The diameters of both the proximal and distal parts of the metatarsal bone and the volume of the resected bone were measured to access group comparability.
For quantitative volume analysis of the new bone and for the residual coral within the region of interest (ROI), dedicated software (CTAn; Skyscan) was used to obtain the bone volume (BV) with bone-specific threshold (60 to 140 grey levels) and the coral volume (CoV) with coral-specific threshold (140 to 220 grey levels). The scaffold bioresorption rate was measured and expressed as a percentage of the initial coral volume ICoV (125 coral cubes imaged by microCT without being implanted), as followed: (ICoV-CoV) / ICoV. Subsequently, the ROI region was divided into three equal parts corresponding to the proximal, central and distal areas. The same microCT analyses used for BV and CoV were performed.
Concerning the autograft group, the volume of newly formed bone could not be distinguished from the implanted bone, thus the overall bone volume was assessed, but statistical comparison could not be performed.
All embedded metatarsal bone specimens were cut lengthwise using a circular saw (200 to 300μm, Leitz 1600; Leica Biosystems, Nussloch, Germany). The section closest to the longitudinal mid-sagittal plane was selected for histological analysis, ground down to 100 μm thick, polished and stained. The staining protocol included successive baths: Stevenel blue bath at 60°C during 15 seconds, water, van Gieson Picrofuchsin during 60 seconds and 100% alcohol. It permitted to discriminate by staining bone matrix, cell nuclei, and coral scaffold (in red, blue and brown, respectively).
Statistical analyses were performed using a commercially available software package (GraphPad Prism V6.0c; GraphPad Software Inc., La Jolla, California). Quantitative data were expressed as mean and sd and analysed using the t-test or the Mann-Whitney test depending on the results of the normality test. The Kruskal–Wallis test was performed for comparison between more than two groups. Linear regression was used to determine correlations between quantitative data; the regression coefficient was stated as R2. The significance level was set at p < 0.05.
In vitro evaluation
The two scaffolds exhibited different microCT architecture (Fig. 1 and Table I): Acropora displayed large and irregular pores with heterogeneous distribution, whereas Porites had more homogeneously distributed smaller pores; Acropora porosity was also lower than that of Porites. For the two types of coral genera tested, fluorescent microscopy observations of scaffolds loaded with CFSE-labelled MSCs revealed the presence of adherent living cells with uneven MSC distribution, i.e. cells remaining mostly in the periphery of the scaffolds (supplementary material 3).
In vivo evaluation
Scaffold material bioresorption
X-ray longitudinal analysis revealed that while bioresorption of Porites-TEC could be visualised as early as two months post-implantation with the absence of visible granules and was nearly complete at four months post-implantation, only partial bioresorption of Acropora-TEC was observed at four months (Fig. 2). Residual coral quantities and bioresorption rates at four months differed significantly between Acropora- and Porites-TECs: 114 sd 92 mm3 versus 5 sd 5 mm3 (p = 0.008), 81 sd 5% versus 94 sd 6%, respectively (p = 0.04)(Fig. 3b). Due to the fast bioresorption of the Porites-TECs, distribution of the scaffold material bioresorption along the defect could only be assessed for Acropora-TEC and it was evenly distributed among the three defect areas. Remaining coral was surrounded by either bone or fibrous tissue (Fig. 4).
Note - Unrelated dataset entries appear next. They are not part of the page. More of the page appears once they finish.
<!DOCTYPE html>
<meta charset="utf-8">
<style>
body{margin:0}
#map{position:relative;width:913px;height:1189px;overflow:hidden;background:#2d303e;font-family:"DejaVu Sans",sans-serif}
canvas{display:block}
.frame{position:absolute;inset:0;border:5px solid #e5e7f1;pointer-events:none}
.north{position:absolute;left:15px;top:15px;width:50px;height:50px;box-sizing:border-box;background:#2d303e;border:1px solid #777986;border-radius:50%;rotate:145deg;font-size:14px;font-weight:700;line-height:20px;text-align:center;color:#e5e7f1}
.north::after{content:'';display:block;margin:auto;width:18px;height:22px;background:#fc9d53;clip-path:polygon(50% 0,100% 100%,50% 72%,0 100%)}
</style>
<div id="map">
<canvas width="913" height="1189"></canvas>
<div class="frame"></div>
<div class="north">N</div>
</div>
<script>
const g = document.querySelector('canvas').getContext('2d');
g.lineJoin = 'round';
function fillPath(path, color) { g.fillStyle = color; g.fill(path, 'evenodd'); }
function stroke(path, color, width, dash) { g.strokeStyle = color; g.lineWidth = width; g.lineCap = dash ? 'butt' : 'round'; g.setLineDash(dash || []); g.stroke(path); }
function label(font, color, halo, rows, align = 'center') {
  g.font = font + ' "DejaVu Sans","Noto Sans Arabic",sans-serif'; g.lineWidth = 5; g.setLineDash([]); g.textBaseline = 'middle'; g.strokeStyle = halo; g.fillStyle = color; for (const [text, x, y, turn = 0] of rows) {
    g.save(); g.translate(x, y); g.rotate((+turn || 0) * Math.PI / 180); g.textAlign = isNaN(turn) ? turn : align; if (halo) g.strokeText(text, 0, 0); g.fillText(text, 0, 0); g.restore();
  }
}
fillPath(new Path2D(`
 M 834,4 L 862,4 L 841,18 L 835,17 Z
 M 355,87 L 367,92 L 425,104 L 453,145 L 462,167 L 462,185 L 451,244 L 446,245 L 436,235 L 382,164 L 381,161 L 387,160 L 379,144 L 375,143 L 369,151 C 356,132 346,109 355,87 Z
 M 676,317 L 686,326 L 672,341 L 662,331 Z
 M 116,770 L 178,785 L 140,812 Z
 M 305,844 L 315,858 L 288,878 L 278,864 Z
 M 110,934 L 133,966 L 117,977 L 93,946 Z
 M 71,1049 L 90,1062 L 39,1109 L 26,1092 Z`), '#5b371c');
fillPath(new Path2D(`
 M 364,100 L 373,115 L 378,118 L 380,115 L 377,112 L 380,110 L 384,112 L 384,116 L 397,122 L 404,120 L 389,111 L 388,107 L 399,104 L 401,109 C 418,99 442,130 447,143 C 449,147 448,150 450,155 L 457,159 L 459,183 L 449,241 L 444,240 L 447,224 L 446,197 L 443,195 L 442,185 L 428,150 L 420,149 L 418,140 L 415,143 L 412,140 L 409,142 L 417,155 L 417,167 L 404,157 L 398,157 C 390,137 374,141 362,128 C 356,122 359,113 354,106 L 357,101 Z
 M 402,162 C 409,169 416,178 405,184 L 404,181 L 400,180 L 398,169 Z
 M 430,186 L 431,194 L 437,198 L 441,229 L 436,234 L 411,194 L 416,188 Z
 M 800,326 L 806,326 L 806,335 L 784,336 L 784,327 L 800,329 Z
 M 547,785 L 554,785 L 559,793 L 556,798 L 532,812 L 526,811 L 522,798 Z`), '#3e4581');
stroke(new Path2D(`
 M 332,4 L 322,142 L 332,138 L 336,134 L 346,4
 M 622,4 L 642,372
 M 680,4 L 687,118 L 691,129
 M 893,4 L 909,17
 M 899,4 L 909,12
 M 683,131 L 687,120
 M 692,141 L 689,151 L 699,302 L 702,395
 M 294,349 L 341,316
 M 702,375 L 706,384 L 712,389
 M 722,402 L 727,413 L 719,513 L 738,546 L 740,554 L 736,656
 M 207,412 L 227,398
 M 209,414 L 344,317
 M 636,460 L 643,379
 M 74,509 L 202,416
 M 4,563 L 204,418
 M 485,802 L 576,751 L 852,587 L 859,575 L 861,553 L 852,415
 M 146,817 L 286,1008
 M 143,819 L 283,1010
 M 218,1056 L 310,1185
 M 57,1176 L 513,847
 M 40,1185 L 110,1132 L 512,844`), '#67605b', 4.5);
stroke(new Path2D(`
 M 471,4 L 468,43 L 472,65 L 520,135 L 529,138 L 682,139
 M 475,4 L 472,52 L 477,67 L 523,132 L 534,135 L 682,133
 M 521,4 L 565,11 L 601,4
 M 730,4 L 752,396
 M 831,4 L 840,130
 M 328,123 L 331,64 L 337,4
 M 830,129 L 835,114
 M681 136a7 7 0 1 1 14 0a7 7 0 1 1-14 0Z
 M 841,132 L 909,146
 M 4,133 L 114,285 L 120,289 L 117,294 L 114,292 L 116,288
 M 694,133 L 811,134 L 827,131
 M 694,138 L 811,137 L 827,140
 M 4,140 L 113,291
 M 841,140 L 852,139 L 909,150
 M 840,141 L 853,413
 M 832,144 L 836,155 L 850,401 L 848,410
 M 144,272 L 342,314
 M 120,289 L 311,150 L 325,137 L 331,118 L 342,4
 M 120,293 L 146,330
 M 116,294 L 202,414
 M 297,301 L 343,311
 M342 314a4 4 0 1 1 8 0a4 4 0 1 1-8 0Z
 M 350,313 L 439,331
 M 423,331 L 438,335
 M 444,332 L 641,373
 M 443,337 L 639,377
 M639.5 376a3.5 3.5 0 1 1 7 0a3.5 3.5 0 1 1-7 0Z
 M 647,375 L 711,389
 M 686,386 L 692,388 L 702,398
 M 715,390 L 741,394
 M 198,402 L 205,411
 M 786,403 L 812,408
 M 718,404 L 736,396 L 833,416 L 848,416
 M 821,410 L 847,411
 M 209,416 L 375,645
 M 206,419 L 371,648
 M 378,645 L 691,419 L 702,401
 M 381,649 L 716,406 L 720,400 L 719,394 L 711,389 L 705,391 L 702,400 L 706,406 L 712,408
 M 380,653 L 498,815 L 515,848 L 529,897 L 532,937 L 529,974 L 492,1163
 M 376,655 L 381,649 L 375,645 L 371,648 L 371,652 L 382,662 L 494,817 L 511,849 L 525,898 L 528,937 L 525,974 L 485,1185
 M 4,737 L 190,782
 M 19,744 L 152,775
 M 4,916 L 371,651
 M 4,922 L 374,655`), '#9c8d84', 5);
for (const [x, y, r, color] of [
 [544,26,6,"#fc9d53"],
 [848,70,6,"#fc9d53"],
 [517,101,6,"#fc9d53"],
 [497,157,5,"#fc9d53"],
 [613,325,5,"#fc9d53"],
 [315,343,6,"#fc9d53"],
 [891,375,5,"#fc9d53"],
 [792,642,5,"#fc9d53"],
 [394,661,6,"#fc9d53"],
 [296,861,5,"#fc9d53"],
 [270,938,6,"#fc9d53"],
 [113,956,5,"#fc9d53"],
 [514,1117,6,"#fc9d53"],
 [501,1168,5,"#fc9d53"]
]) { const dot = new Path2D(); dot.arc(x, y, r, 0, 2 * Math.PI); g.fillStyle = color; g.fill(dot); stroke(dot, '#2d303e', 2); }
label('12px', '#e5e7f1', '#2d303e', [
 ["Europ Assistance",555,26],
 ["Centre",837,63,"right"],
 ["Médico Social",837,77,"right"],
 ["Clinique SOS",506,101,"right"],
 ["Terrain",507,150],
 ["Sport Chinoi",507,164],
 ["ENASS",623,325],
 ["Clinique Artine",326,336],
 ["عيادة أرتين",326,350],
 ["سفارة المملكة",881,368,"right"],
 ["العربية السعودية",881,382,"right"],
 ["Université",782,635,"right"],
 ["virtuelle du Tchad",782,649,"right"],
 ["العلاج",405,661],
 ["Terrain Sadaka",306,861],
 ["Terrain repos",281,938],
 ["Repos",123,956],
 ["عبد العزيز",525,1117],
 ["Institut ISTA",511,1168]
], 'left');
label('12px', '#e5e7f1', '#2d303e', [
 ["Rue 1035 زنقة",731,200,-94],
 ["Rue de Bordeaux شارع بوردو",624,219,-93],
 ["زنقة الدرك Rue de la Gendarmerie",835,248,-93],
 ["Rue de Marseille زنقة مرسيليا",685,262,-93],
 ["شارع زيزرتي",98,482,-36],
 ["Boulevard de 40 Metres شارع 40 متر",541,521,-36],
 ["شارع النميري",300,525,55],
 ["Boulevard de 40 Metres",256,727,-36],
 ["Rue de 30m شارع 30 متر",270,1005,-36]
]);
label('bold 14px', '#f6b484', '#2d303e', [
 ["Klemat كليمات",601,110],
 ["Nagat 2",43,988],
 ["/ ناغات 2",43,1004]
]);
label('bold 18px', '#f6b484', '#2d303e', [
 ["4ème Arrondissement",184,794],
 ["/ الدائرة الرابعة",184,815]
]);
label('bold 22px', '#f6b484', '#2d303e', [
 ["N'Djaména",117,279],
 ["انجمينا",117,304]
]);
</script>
New bone tissue was present above and inside the remaining coral scaffolds (a, b). Both mature and immature bone tissue was observed, with, respectively, well orientated, small and dark cells (osteocytes in lacunae) forming a lamellar tissue (c, e), and disorganised, large-nucleated cells forming a non-lamellar tissue (b, f). Abundant osteoid (yellow arrow heads), encircled by bone-lining cells (black arrow heads), was present surrounding the bone tissue, revealing active bone formation (c, e, f). When bone tissue was absent, fibrous tissue filled the defect (d). The images were obtained from two sheep of the Acropora-TEC group. Stains: Stevenel blue and von Gieson picrofuschin. Bone, cells and coral stained red, blue and brown, respectively.
Early bone formation in Acropora-TECs was difficult to evaluate using radiographs because slow scaffold material bioresorption prevented distinction between the newly formed bone and the remaining substrate scaffold (Fig. 2). Similarly, with autograft, bone healing was not assessed. In contrast, bone formation could be observed as early as two months post-implantation on fast-resorbing Porites-TECs (Fig. 2).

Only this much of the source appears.